Wednesday 19 August 2015

Review: The Unspeakable Curll

I’ve read a number of books from a series published in the 20’s and republished in the 60s and focussing on various niche aspects of eighteenth century literary culture. The ones I have read were ‘The True Genius of Oliver Goldsmith’; Passionate Intelligence’, ‘The Grub Street Journal, ‘Clubs of Augustan London’ and ‘Tom Brown of Facetious Memory’, which I have all reviewed before.

They are all brilliant books in their own way. They are meticulous, detail-orientated and tending towards the dry. I was rather put off by some of their tones, especially the Tom Brown book’s tone of a wearied headmaster. This one takes a whole different and far more enjoyable approach. Curll has a distinctly bad reputation and although Strauss will not paint him white, he presents him as a lovable rogue.

(Curll is the 2-headed man on the far right - this is the only portrait of him - I'm guessing it's not totally realistic.)

The ‘Unspeakable’ Curll was a Bookseller in the first half of the Eighteenth Century. He became notorious in his lifetime for a catalogue that included titillating compilations of divorce court proceedings and French novels about half undressed nuns. 

He was most famous for his ability to spin books out of nothing, particularly biographies. One of his particular tricks was to put an advert in the papers staking a claim in someone’s biography and appealing to readers to send letters and memories to refine the book. The book would then be hastily cobbled out of the letters received and any material about the subject that was in public domain - and their will. He was also adept at writing intriguing title pages, and would re-brand a book with a new title for adding the teensiest of extra material.

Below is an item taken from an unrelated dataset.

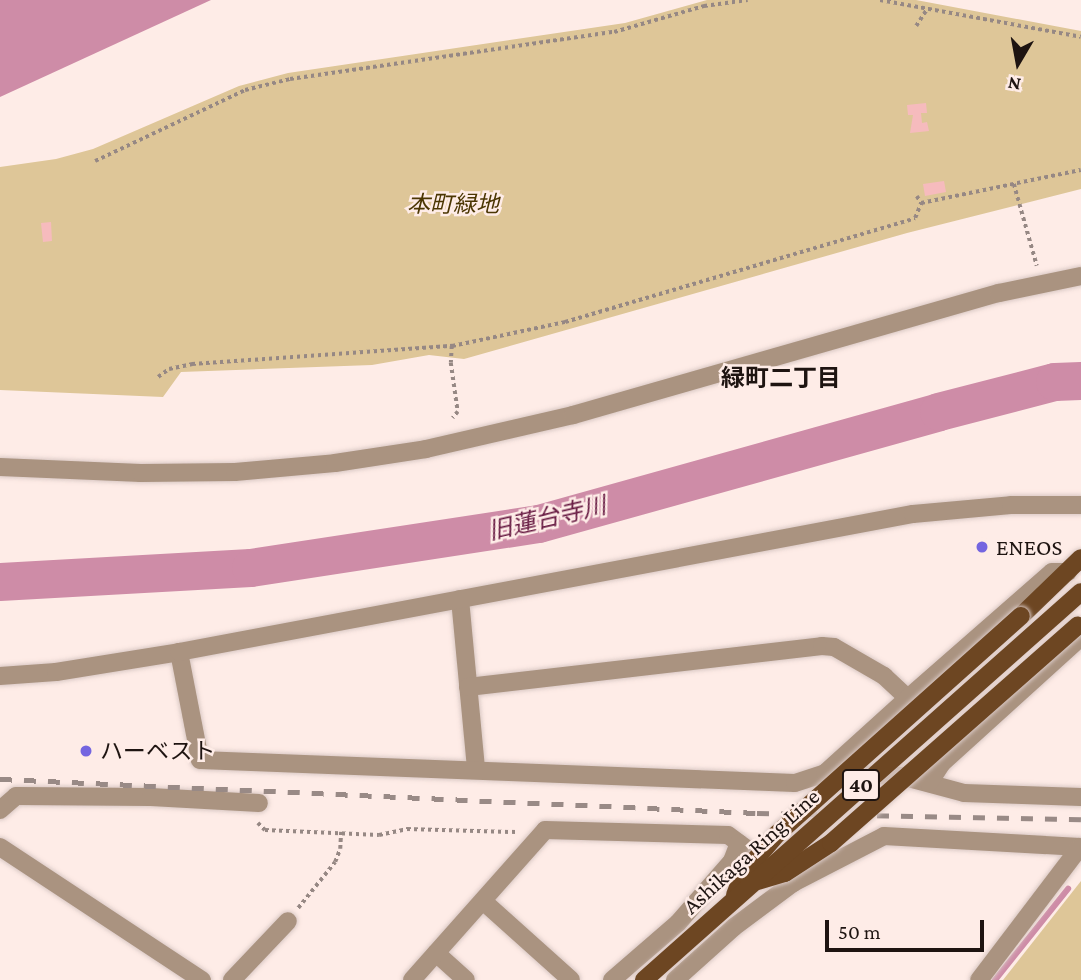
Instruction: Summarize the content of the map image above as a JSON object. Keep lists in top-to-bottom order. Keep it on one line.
{"streets":{"main road":["40","Ashikaga Ring Line"]},"districts":["緑町二丁目"],"water":["旧蓮台寺川"],"parks":["本町緑地"],"places":["ENEOS","ハーベスト"],"scale_bar":"50 m","north":"bottom"}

Curll also had the reputation, as many eighteenth century booksellers did, of keeping stable of cheap writers who he used to churn out product. While this was true, it also seems clear that Curll was friends with his writers and nursed one through his final illness. (Possibly unlike Newbery, who forced his into penury and locked Christopher Smart in a madhouse - if you believe that interpretation).

Curll was the subject of a hate campaign by all respectable writers, especially the Scriblerans, Pope in particular. Pope’s first sally against Curll was to feed him a vomiting drug in retribution for obtaining some old poems of his and publishing them. 

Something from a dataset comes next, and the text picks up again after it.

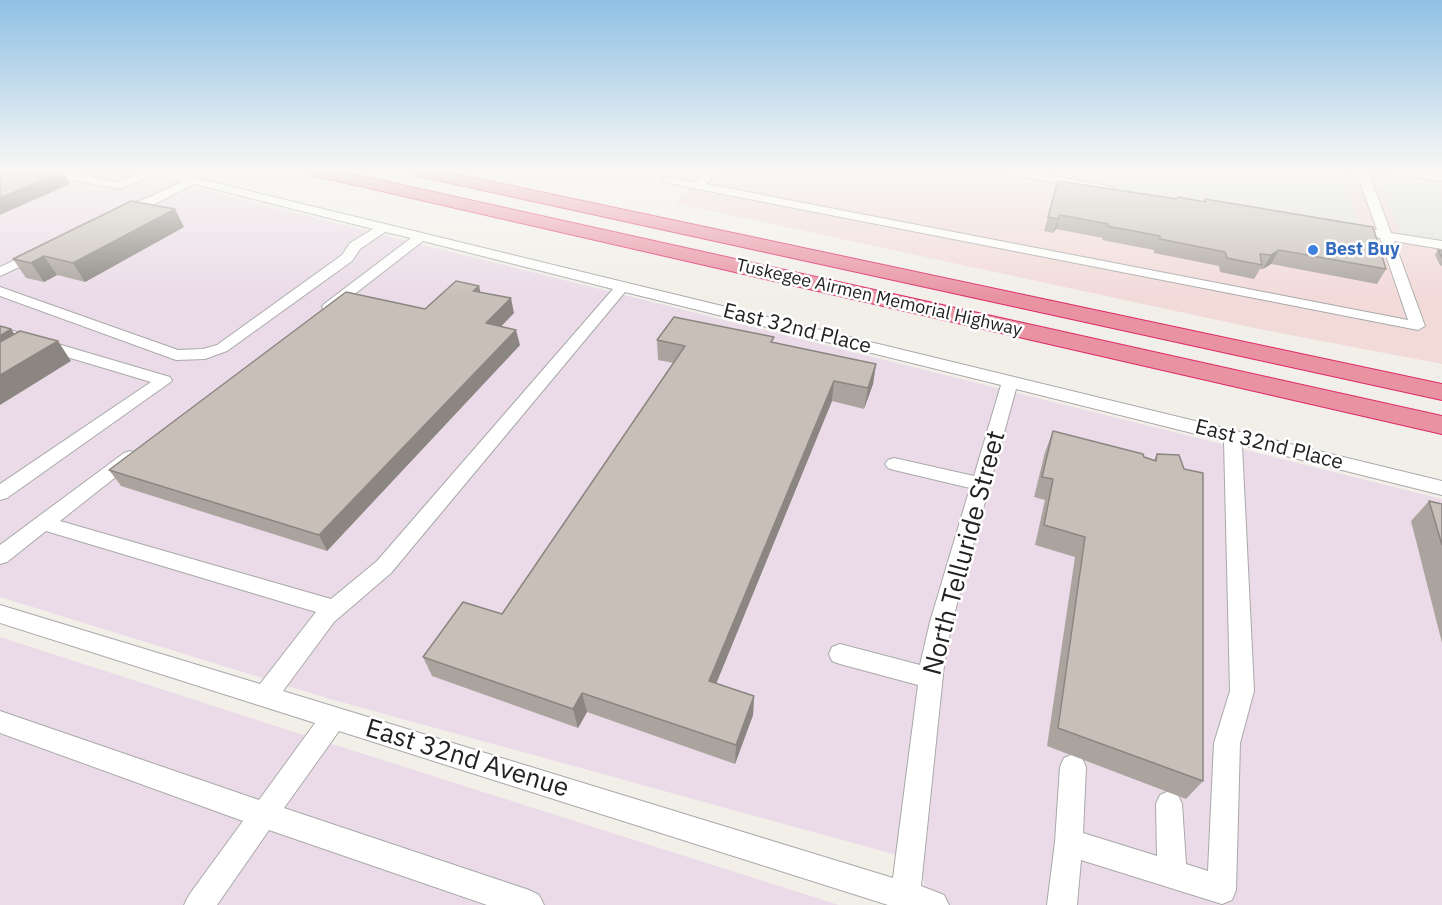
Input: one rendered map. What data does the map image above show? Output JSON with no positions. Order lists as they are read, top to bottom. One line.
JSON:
{"streets":{"highway":["Tuskegee Airmen Memorial Highway"],"street":["East 32nd Place","North Telluride Street","East 32nd Avenue"]},"crossings":[["East 32nd Place","North Telluride Street"],["North Telluride Street","East 32nd Avenue"]],"places":["Best Buy"]}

Pope’s second attack was in The Dunciad, where Curll was represented as one of the booksellers taking part in the dunce olympics and swimming through liquid sewage. The last tangle between Pope and Curll was a weird and complex plot where Pope tried to use Curll to surreptitiously release some more of his letters. Although Curll is the one with a bad rep, it’s Pope who comes across as something of an arsehole.

Curll also faced other problems, spending a year in and out of prison for obscenity charges and being stripped and spanked by Westminster schoolboys (as was his son). He also gets involved in the usual Grub Street wars of words.

As Curll is presented as a loveable rogue, so is Strauss the writer. Near the beginning, when introducing him, Strauss admits that he couldn’t be bothered to find out about Curll’s ancestors. Strauss is prone to imagining Curll, supposing that he was fond of his own voice, fond of a laugh, and meticulous in detail, from very little evidence. Near the end he decides that his book was not a ‘proper biography’, though I would disagree. 

Finally, I usually judge a biography by seeing whether I am sad when the subject dies. Curll’s death made me laugh, being told to us in the aside of, ‘he died, by the way’. The last sentence in the book is, ‘One day, I must look for his grave.’ One day, I might also. 

Incidentally, I have a Curll publication, one of those terrible lives. It's pretty spread thin.